• Task to complete:
Reproduce each line from the first in the data through the line that contains "position:relative; width:2554px; height:1123px;" exactly; give nothing else.

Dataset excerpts
____

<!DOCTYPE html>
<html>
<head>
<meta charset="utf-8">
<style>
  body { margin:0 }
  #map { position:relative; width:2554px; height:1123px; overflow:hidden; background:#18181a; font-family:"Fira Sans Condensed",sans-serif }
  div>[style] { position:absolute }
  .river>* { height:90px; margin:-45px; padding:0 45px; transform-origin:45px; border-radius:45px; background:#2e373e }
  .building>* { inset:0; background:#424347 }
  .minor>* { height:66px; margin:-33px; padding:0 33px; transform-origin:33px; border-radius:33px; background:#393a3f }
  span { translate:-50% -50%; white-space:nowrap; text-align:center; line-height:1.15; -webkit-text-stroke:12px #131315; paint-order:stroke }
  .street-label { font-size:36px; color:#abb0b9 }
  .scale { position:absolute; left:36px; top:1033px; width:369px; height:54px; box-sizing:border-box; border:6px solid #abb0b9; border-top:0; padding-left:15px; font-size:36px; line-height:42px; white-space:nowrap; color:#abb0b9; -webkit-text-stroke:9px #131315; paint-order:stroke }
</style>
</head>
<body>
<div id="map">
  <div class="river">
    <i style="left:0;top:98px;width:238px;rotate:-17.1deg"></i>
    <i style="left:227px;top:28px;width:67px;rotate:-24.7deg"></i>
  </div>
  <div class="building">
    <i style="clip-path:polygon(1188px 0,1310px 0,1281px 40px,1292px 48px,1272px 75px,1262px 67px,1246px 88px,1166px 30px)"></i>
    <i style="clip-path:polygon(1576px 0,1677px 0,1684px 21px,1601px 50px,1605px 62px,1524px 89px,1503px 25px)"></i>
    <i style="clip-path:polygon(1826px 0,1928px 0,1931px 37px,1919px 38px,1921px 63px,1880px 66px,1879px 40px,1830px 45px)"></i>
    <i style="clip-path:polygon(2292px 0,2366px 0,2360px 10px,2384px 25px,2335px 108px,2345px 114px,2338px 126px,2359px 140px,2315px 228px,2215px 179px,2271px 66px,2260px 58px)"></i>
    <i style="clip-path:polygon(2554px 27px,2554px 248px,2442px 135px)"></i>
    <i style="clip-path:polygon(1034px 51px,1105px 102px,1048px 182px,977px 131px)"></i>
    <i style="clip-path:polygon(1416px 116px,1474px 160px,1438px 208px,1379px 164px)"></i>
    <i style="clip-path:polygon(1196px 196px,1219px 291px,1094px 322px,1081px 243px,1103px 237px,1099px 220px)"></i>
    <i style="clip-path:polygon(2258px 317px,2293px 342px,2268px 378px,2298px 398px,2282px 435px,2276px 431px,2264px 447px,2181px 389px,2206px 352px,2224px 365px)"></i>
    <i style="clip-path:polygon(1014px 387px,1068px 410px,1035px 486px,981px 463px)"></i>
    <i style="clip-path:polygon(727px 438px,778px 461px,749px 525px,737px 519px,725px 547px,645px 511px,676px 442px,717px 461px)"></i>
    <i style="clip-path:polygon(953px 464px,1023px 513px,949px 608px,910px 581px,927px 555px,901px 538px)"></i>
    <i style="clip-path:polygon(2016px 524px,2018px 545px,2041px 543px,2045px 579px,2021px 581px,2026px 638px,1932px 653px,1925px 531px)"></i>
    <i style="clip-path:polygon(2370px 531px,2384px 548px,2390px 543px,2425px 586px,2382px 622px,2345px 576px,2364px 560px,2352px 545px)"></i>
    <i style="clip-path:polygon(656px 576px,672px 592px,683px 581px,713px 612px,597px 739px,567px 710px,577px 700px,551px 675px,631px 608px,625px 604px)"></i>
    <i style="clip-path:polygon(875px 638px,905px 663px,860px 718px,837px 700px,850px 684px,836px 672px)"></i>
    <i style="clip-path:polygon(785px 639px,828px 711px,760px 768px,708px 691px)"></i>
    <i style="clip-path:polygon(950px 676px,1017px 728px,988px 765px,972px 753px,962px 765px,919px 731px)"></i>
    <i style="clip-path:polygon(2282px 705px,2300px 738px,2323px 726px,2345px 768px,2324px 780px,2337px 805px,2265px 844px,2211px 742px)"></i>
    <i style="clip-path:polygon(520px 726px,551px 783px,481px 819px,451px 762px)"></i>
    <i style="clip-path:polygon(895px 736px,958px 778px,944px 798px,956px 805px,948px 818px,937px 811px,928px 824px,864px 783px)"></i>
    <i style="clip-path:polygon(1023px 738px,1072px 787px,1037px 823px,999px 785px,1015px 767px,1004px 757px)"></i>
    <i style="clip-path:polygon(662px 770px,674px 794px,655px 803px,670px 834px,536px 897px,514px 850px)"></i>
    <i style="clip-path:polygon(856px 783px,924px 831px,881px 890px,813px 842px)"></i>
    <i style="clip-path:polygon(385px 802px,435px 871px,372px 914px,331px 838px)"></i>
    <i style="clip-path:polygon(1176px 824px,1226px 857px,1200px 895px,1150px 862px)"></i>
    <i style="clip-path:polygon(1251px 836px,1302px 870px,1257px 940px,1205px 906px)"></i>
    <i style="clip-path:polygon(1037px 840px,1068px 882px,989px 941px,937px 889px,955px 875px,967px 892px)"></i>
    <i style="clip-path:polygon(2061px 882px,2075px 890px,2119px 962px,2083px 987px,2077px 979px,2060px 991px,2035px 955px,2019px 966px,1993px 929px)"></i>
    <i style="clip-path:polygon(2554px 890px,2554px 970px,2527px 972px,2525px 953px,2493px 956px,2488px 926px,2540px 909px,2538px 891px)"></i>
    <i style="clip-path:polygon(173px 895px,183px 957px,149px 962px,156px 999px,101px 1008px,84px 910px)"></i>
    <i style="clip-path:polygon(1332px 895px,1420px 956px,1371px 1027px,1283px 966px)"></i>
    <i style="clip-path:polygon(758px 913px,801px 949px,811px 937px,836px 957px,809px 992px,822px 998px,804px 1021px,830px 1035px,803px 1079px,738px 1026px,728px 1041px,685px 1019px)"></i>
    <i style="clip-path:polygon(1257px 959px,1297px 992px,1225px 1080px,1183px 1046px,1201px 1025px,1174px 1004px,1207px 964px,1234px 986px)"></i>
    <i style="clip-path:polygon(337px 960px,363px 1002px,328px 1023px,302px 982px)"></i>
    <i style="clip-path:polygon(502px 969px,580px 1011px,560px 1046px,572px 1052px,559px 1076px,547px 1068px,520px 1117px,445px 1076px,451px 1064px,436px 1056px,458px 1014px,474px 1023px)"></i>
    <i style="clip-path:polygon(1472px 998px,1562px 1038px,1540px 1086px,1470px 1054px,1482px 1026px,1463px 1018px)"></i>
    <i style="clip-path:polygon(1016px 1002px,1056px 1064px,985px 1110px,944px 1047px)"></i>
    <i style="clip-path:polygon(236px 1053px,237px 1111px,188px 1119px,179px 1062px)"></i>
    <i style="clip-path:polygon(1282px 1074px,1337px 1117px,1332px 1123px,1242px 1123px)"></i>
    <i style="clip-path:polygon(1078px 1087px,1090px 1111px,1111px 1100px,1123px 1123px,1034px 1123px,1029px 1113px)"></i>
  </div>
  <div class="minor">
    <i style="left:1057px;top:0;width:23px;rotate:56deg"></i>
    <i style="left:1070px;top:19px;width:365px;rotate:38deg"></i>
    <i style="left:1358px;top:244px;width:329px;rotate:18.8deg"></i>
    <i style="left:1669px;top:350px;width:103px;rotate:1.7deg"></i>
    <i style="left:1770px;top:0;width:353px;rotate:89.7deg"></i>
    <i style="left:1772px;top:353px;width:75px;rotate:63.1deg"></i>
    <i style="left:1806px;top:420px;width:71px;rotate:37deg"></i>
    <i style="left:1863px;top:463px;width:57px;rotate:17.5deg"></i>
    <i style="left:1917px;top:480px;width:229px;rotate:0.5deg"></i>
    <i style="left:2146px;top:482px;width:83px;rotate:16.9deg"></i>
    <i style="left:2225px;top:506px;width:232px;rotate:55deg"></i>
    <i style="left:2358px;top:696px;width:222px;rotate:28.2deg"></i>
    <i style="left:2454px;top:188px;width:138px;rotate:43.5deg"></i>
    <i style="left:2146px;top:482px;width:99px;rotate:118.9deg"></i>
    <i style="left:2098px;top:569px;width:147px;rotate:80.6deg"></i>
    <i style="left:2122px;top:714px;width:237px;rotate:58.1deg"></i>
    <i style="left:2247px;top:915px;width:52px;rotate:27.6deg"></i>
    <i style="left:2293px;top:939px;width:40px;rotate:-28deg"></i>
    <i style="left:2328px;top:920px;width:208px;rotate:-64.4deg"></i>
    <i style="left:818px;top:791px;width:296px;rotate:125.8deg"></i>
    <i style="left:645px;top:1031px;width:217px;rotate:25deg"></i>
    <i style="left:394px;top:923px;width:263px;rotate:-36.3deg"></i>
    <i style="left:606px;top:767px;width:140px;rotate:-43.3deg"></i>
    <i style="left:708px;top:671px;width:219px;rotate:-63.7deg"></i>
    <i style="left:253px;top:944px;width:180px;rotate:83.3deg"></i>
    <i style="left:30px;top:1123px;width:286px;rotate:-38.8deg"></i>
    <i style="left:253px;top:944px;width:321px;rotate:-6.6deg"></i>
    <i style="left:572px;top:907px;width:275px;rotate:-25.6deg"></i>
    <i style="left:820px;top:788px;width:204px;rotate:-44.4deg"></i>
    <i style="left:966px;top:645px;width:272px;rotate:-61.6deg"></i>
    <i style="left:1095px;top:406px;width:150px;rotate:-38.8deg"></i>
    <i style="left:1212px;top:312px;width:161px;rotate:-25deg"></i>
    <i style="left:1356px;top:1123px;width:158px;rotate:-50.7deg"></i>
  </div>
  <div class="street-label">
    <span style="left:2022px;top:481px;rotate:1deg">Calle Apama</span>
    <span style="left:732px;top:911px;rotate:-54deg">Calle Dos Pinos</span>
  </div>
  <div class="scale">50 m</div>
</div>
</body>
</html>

____

• Exercise output:
<!DOCTYPE html>
<html>
<head>
<meta charset="utf-8">
<style>
  body { margin:0 }
  #map { position:relative; width:2554px; height:1123px; overflow:hidden; background:#18181a; font-family:"Fira Sans Condensed",sans-serif }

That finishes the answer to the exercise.